Homology model of lyophyllin was generated by improved deep learning based modelling method RoseTTAFold (https://robetta.bakerlab.org/, accessed date: 22 July 2021) [34]. The secondary structure from circular dichroism (CD) spectrum was analyzed by CAPITO (https://data.nmr.uni-jena.de/capito/index.php, accessed date: 28 April 2021) [52]. Docking of adenine to lyophyllin was conducted by SwissDock (http://www.swissdock.ch/, accessed date: 31 August 2021) [53].

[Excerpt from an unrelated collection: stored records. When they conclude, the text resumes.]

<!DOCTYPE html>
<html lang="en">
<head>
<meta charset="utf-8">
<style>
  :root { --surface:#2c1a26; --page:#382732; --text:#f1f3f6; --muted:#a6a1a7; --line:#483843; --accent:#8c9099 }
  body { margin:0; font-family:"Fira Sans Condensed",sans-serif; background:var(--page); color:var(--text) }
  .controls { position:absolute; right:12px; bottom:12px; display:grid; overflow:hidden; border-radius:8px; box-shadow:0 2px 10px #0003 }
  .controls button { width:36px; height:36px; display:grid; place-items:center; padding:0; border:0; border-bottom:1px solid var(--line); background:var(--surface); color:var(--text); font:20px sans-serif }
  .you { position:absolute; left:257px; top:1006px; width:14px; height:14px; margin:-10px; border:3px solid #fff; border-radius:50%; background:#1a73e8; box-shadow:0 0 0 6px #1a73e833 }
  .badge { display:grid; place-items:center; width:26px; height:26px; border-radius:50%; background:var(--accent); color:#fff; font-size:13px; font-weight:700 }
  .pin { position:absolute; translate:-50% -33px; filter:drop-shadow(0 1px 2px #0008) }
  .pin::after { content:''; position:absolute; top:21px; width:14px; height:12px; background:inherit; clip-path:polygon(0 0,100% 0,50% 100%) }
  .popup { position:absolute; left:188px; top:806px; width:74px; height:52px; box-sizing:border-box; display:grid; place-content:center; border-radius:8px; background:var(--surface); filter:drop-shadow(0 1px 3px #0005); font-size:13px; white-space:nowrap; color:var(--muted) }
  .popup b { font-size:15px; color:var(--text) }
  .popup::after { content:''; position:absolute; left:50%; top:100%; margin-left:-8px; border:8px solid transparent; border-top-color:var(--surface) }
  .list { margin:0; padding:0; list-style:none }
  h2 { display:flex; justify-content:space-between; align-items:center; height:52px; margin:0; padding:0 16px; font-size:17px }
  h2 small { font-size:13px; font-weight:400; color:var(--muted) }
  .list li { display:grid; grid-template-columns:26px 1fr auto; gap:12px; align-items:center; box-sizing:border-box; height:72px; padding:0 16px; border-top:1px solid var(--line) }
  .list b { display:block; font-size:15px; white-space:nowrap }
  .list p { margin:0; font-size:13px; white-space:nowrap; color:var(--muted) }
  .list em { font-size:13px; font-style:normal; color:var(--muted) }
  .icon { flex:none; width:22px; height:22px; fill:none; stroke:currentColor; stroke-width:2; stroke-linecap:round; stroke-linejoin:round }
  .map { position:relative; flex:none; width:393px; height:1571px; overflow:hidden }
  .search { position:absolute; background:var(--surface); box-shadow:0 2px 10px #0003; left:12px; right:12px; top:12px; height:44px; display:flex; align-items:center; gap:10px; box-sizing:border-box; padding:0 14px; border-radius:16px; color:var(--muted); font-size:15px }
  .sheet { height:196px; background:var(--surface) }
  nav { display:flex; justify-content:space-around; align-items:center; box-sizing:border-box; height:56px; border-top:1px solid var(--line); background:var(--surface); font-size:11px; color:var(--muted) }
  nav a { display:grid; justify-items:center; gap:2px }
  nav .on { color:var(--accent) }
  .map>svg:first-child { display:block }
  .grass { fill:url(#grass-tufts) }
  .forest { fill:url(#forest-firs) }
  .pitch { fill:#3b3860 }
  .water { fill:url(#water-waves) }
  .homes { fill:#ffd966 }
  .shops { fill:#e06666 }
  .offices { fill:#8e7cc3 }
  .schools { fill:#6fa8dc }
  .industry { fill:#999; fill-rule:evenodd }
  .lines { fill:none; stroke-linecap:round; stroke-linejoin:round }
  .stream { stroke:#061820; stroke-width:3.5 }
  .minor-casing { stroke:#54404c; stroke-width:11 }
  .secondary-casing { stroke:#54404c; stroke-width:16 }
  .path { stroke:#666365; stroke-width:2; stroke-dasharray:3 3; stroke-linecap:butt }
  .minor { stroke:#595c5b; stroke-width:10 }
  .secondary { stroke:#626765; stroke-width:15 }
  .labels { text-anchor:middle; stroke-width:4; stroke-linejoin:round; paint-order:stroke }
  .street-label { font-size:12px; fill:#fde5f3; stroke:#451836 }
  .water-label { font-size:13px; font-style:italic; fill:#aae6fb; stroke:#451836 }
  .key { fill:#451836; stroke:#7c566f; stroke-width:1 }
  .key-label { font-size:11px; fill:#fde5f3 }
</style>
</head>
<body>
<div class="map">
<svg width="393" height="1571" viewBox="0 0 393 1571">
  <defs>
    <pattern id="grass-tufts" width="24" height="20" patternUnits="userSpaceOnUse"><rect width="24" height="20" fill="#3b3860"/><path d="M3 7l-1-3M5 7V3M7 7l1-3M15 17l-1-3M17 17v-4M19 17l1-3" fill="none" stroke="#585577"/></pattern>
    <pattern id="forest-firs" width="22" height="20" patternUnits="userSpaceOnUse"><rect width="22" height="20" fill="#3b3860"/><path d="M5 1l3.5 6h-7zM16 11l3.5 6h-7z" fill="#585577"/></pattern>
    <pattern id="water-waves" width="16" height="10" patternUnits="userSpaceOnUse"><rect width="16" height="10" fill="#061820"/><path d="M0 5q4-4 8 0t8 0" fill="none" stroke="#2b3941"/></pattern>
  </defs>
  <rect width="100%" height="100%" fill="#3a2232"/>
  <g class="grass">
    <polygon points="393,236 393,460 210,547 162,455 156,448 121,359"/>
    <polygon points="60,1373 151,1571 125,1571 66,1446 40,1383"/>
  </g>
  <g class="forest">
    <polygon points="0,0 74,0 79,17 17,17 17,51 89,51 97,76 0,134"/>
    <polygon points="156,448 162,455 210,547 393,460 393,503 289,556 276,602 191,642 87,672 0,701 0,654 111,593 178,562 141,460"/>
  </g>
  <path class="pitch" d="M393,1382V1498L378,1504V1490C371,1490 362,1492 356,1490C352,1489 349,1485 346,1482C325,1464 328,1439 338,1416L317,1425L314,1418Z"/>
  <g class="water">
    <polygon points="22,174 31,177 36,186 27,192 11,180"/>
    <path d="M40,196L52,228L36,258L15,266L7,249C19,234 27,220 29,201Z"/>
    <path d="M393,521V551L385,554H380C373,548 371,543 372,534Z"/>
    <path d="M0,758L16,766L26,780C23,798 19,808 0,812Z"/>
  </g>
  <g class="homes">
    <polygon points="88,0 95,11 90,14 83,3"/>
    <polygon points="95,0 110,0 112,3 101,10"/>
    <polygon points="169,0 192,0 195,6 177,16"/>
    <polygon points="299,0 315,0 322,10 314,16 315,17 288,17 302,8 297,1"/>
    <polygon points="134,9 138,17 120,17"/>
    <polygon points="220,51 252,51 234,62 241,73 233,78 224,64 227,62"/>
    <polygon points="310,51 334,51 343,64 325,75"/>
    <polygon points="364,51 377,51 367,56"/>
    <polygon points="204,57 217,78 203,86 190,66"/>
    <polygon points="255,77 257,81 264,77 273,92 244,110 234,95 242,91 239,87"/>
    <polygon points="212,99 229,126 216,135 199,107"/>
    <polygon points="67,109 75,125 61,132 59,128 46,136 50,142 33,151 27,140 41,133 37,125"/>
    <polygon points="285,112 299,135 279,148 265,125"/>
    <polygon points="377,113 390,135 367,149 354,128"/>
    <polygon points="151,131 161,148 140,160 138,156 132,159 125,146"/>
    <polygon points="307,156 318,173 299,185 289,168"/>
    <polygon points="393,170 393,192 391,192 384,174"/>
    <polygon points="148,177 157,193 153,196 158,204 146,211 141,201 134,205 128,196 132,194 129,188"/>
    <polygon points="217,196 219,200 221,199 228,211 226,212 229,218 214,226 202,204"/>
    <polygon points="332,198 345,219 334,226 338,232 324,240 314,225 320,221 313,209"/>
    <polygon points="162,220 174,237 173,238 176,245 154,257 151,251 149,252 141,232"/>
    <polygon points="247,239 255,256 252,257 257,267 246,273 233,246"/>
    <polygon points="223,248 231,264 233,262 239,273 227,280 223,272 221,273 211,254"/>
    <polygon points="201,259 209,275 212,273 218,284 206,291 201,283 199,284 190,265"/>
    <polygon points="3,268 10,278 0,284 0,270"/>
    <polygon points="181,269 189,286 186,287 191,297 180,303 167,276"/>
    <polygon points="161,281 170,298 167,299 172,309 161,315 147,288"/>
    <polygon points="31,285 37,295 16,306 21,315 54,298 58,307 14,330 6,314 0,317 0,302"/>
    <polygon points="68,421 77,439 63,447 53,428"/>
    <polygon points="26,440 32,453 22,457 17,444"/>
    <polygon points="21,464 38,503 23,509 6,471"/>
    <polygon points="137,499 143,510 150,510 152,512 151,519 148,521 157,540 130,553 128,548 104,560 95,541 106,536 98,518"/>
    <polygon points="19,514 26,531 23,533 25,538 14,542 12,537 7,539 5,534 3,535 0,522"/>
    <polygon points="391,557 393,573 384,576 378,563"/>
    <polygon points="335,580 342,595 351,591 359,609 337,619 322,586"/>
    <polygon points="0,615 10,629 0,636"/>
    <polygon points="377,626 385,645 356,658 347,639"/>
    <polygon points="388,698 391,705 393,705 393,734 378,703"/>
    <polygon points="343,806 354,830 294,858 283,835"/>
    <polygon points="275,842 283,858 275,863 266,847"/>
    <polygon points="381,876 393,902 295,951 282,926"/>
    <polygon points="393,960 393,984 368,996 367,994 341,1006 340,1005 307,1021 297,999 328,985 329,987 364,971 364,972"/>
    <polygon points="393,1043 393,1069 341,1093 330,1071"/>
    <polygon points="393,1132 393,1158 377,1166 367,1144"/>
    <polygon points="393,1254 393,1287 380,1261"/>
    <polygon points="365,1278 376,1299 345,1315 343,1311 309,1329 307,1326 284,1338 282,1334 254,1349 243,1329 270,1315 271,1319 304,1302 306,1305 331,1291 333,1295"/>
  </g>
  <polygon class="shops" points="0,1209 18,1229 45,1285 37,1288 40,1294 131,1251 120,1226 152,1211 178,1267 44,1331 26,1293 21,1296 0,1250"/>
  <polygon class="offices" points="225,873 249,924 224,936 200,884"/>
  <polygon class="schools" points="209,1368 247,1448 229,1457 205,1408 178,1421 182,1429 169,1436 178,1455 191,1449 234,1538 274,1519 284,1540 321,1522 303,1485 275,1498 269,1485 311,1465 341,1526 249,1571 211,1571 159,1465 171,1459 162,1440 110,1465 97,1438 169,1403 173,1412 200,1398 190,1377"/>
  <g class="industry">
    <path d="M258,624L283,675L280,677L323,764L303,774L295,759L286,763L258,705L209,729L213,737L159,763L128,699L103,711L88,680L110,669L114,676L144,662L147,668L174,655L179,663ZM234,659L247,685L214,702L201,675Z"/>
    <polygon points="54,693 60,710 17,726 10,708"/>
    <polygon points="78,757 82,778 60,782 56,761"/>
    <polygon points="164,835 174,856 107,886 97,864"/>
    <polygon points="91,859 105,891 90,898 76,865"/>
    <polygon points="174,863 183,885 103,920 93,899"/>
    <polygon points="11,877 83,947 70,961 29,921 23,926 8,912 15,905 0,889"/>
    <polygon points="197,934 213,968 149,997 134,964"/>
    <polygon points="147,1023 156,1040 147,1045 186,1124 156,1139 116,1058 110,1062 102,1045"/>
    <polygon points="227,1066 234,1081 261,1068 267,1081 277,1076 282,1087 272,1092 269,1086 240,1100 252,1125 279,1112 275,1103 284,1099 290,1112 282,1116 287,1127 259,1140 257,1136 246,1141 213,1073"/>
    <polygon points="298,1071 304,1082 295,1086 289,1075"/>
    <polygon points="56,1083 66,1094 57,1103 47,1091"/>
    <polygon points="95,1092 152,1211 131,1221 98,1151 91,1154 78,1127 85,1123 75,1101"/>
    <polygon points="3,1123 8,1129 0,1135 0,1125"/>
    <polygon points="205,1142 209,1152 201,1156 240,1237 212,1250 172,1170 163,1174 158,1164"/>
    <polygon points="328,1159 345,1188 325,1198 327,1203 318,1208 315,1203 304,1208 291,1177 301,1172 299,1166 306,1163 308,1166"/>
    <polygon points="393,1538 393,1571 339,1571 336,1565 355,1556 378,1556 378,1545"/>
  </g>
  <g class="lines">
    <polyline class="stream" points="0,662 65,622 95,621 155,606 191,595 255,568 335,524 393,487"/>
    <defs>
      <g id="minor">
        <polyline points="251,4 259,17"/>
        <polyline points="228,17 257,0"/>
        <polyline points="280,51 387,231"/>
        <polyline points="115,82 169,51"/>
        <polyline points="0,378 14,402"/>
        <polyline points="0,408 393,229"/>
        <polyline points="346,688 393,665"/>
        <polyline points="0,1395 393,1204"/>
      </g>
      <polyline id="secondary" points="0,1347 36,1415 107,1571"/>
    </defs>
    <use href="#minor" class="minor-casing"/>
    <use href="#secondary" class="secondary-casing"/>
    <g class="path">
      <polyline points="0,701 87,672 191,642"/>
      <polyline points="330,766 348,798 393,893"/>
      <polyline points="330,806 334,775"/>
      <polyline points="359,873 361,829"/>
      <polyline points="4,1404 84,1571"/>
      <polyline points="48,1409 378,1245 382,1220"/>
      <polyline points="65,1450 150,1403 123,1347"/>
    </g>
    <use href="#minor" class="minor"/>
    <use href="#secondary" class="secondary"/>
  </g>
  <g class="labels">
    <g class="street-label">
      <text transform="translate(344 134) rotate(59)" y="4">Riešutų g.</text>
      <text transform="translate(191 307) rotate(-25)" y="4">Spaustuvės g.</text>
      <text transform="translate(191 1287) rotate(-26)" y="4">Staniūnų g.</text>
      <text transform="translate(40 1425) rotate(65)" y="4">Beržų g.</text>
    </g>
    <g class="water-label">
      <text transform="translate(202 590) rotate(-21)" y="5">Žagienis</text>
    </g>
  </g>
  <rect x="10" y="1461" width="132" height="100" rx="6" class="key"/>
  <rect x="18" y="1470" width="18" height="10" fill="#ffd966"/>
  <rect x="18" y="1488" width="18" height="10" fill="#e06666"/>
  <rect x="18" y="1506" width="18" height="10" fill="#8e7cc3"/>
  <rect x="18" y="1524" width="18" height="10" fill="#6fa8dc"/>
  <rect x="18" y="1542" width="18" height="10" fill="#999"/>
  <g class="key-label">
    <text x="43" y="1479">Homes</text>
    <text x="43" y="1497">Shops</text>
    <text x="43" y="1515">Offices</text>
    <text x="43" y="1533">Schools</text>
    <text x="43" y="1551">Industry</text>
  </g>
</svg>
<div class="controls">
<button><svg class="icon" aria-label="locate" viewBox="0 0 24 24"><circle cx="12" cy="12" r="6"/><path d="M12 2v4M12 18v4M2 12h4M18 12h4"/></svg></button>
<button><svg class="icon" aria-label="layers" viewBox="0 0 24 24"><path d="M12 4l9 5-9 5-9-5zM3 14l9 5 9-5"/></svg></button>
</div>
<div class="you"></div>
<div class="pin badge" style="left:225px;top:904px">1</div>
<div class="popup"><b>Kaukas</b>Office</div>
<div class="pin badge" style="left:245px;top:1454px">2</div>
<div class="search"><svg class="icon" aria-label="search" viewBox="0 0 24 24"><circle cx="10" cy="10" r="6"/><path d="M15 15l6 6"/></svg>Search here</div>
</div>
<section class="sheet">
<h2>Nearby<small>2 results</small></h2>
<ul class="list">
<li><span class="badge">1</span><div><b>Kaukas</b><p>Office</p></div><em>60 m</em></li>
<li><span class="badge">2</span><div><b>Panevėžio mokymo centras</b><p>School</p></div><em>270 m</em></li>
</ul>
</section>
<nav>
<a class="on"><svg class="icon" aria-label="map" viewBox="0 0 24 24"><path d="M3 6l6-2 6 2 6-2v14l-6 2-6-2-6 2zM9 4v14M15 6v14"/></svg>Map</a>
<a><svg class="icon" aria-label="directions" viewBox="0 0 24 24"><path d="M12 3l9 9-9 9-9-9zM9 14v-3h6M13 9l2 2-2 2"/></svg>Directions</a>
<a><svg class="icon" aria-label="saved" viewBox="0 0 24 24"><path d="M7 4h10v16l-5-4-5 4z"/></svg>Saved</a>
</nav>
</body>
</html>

4.9. Anti-Tumor Activity of Lyophyllin

Cell lines HeLa, HepG2 and JAR were used to test the cytotoxicity of lyophyllin based on 3-(4,5-dimethylthiazol-2-yl)-2,5-diphenyltetrazolium bromide (MTT) assay [54]. Cells were seeded in a 96-well plate at the density of 1 × 10⁴ cell/well in DMEM (Gibco, Thermo Fisher Scientific, Waltham, MA, USA) without 10% FBS (RPMI 1640 Medium for JAR), The cells were starved overnight to eliminate the effect of serum. Cells were then treated with lyophyllin or other RIPs at appropriate concentration. Lyophyllin and its variants were firstly buffer exchanged to 1X PBS (Gibco, Thermo Fisher Scientific, Waltham, MA, USA) and then diluted to appropriate concentration with the same cell culture medium. After incubation at 37 °C in 5% CO₂ for 48 h, 10 μL MTT (5 mg/mL) was added to each well and then incubated in the same condition for 4 h. Then the culture medium was removed, and dimethyl sulfoxide (DMSO) (100 μL/well) was added to dissolve the formazan crystal. The absorbance of each well was measured at 570 nm by CLARIOstar multi-mode microplate reader (BMG Labtech, Ortenberg, Germany). The IC₅₀ (50% inhibition of cell growth) was calculated by Graphpad Prism.